Records from a dataset
Start of Block

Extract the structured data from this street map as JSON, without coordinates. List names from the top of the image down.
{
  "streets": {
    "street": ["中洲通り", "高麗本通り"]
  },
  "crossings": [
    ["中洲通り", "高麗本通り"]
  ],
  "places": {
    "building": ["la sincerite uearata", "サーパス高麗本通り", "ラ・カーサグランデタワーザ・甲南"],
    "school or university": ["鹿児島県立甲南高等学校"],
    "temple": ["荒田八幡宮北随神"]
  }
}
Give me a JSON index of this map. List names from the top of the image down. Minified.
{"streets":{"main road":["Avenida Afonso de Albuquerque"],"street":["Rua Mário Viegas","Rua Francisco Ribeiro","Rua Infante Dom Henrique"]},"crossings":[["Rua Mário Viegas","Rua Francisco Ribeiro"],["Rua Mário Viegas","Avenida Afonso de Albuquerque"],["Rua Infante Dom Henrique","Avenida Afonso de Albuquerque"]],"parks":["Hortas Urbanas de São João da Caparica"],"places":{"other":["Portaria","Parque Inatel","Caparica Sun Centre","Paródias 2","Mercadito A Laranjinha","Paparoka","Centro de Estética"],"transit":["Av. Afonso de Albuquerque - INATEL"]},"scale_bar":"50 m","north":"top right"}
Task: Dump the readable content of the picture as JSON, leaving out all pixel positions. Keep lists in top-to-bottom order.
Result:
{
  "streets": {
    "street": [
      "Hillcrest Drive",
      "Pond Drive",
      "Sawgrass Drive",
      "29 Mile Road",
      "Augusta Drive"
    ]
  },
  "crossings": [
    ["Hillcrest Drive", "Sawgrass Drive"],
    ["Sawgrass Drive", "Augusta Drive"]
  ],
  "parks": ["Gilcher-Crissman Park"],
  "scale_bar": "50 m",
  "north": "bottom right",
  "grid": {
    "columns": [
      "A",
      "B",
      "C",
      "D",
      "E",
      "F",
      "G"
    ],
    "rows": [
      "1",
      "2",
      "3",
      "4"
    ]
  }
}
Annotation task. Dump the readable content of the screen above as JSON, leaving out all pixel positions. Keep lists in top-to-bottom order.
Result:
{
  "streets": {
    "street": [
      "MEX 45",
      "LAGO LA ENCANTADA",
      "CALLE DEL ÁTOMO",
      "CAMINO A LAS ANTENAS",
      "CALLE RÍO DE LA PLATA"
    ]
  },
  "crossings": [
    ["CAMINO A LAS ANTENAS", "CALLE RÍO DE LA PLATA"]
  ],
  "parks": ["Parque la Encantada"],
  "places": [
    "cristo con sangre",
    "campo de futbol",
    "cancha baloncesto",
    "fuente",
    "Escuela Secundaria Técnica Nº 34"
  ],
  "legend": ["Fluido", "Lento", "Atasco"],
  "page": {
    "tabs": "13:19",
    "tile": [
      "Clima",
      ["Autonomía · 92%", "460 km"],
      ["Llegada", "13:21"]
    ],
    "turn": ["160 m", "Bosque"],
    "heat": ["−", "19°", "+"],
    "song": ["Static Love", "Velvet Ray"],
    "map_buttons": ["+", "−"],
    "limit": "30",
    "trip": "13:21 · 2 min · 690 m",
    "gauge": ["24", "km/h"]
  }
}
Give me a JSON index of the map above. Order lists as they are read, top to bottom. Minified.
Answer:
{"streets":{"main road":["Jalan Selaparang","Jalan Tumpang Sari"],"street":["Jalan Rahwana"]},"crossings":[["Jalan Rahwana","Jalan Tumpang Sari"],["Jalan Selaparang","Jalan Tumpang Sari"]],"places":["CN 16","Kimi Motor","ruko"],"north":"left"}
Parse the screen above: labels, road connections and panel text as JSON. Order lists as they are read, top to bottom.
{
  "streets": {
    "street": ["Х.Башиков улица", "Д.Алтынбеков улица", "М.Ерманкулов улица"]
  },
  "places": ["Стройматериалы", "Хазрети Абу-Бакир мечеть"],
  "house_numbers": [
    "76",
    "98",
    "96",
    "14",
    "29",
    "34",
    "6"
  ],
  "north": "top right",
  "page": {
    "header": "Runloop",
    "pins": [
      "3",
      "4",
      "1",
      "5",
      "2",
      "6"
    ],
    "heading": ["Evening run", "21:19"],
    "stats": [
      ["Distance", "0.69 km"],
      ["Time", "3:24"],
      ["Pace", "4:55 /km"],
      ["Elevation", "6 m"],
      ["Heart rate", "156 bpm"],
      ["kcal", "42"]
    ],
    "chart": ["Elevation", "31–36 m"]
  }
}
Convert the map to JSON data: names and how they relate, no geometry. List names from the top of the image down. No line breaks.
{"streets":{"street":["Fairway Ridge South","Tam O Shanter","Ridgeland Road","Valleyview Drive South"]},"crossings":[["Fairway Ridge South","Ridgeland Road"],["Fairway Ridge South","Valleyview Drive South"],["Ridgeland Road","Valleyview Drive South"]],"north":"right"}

End of Block

Task description
Give every record again, exactly as it reads.

Result for this task
Extract the structured data from this street map as JSON, without coordinates. List names from the top of the image down.
{
  "streets": {
    "street": ["中洲通り", "高麗本通り"]
  },
  "crossings": [
    ["中洲通り", "高麗本通り"]
  ],
  "places": {
    "building": ["la sincerite uearata", "サーパス高麗本通り", "ラ・カーサグランデタワーザ・甲南"],
    "school or university": ["鹿児島県立甲南高等学校"],
    "temple": ["荒田八幡宮北随神"]
  }
}
Give me a JSON index of this map. List names from the top of the image down. Minified.
{"streets":{"main road":["Avenida Afonso de Albuquerque"],"street":["Rua Mário Viegas","Rua Francisco Ribeiro","Rua Infante Dom Henrique"]},"crossings":[["Rua Mário Viegas","Rua Francisco Ribeiro"],["Rua Mário Viegas","Avenida Afonso de Albuquerque"],["Rua Infante Dom Henrique","Avenida Afonso de Albuquerque"]],"parks":["Hortas Urbanas de São João da Caparica"],"places":{"other":["Portaria","Parque Inatel","Caparica Sun Centre","Paródias 2","Mercadito A Laranjinha","Paparoka","Centro de Estética"],"transit":["Av. Afonso de Albuquerque - INATEL"]},"scale_bar":"50 m","north":"top right"}
Task: Dump the readable content of the picture as JSON, leaving out all pixel positions. Keep lists in top-to-bottom order.
Result:
{
  "streets": {
    "street": [
      "Hillcrest Drive",
      "Pond Drive",
      "Sawgrass Drive",
      "29 Mile Road",
      "Augusta Drive"
    ]
  },
  "crossings": [
    ["Hillcrest Drive", "Sawgrass Drive"],
    ["Sawgrass Drive", "Augusta Drive"]
  ],
  "parks": ["Gilcher-Crissman Park"],
  "scale_bar": "50 m",
  "north": "bottom right",
  "grid": {
    "columns": [
      "A",
      "B",
      "C",
      "D",
      "E",
      "F",
      "G"
    ],
    "rows": [
      "1",
      "2",
      "3",
      "4"
    ]
  }
}
Annotation task. Dump the readable content of the screen above as JSON, leaving out all pixel positions. Keep lists in top-to-bottom order.
Result:
{
  "streets": {
    "street": [
      "MEX 45",
      "LAGO LA ENCANTADA",
      "CALLE DEL ÁTOMO",
      "CAMINO A LAS ANTENAS",
      "CALLE RÍO DE LA PLATA"
    ]
  },
  "crossings": [
    ["CAMINO A LAS ANTENAS", "CALLE RÍO DE LA PLATA"]
  ],
  "parks": ["Parque la Encantada"],
  "places": [
    "cristo con sangre",
    "campo de futbol",
    "cancha baloncesto",
    "fuente",
    "Escuela Secundaria Técnica Nº 34"
  ],
  "legend": ["Fluido", "Lento", "Atasco"],
  "page": {
    "tabs": "13:19",
    "tile": [
      "Clima",
      ["Autonomía · 92%", "460 km"],
      ["Llegada", "13:21"]
    ],
    "turn": ["160 m", "Bosque"],
    "heat": ["−", "19°", "+"],
    "song": ["Static Love", "Velvet Ray"],
    "map_buttons": ["+", "−"],
    "limit": "30",
    "trip": "13:21 · 2 min · 690 m",
    "gauge": ["24", "km/h"]
  }
}
Give me a JSON index of the map above. Order lists as they are read, top to bottom. Minified.
Answer:
{"streets":{"main road":["Jalan Selaparang","Jalan Tumpang Sari"],"street":["Jalan Rahwana"]},"crossings":[["Jalan Rahwana","Jalan Tumpang Sari"],["Jalan Selaparang","Jalan Tumpang Sari"]],"places":["CN 16","Kimi Motor","ruko"],"north":"left"}
Parse the screen above: labels, road connections and panel text as JSON. Order lists as they are read, top to bottom.
{
  "streets": {
    "street": ["Х.Башиков улица", "Д.Алтынбеков улица", "М.Ерманкулов улица"]
  },
  "places": ["Стройматериалы", "Хазрети Абу-Бакир мечеть"],
  "house_numbers": [
    "76",
    "98",
    "96",
    "14",
    "29",
    "34",
    "6"
  ],
  "north": "top right",
  "page": {
    "header": "Runloop",
    "pins": [
      "3",
      "4",
      "1",
      "5",
      "2",
      "6"
    ],
    "heading": ["Evening run", "21:19"],
    "stats": [
      ["Distance", "0.69 km"],
      ["Time", "3:24"],
      ["Pace", "4:55 /km"],
      ["Elevation", "6 m"],
      ["Heart rate", "156 bpm"],
      ["kcal", "42"]
    ],
    "chart": ["Elevation", "31–36 m"]
  }
}
Convert the map to JSON data: names and how they relate, no geometry. List names from the top of the image down. No line breaks.
{"streets":{"street":["Fairway Ridge South","Tam O Shanter","Ridgeland Road","Valleyview Drive South"]},"crossings":[["Fairway Ridge South","Ridgeland Road"],["Fairway Ridge South","Valleyview Drive South"],["Ridgeland Road","Valleyview Drive South"]],"north":"right"}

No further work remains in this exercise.